*WORK TO COMPLETE*. Before answering, work out how many lines below contain the string "Minuach"; the reply is that number alone.

==*==

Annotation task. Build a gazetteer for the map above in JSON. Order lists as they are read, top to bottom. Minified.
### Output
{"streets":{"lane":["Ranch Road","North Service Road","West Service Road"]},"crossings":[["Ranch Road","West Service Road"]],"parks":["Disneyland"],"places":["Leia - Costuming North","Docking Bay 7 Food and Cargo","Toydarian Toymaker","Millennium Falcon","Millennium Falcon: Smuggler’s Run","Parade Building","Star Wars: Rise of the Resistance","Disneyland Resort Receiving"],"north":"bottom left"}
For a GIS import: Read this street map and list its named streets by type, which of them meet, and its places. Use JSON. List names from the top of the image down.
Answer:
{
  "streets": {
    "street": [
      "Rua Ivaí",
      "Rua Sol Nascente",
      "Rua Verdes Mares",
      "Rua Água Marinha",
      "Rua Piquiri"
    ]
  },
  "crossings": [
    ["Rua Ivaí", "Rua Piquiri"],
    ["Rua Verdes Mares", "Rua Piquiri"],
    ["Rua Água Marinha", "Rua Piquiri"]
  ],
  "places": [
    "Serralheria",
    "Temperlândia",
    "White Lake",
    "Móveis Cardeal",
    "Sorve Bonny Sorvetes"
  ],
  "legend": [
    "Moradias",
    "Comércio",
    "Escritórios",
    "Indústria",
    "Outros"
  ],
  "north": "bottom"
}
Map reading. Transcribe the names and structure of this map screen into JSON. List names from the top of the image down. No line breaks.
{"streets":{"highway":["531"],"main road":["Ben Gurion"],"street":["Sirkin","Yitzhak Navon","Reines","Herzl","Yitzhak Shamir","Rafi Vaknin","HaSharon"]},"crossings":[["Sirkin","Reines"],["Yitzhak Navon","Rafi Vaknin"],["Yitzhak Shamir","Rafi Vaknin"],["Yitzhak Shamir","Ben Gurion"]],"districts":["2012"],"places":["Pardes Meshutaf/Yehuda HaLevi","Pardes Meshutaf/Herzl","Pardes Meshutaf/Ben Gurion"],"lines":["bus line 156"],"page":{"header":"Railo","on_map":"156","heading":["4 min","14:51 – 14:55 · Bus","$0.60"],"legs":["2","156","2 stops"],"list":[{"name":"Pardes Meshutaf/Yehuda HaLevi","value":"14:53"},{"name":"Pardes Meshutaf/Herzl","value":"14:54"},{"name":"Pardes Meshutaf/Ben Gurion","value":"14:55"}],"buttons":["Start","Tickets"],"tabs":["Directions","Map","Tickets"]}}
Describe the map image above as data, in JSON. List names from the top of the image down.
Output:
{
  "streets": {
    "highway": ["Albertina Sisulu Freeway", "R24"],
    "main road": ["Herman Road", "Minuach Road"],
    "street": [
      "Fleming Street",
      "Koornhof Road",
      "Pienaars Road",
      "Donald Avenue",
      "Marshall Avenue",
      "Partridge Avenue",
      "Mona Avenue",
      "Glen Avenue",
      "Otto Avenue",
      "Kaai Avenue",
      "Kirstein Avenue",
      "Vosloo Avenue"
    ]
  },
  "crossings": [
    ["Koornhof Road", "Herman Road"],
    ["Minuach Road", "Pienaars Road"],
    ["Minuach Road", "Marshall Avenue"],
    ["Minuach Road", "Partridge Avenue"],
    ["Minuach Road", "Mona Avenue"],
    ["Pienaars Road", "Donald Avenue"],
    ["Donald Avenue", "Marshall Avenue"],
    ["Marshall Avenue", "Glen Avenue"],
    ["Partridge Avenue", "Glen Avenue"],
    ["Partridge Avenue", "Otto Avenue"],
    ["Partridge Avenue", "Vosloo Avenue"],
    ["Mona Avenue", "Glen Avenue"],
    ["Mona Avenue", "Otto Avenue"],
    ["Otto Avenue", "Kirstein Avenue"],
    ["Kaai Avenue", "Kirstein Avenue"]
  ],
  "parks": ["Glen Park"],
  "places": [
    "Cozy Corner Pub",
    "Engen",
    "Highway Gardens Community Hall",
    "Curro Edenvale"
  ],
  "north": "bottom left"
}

==*==

*EXERCISE ANSWER*. 5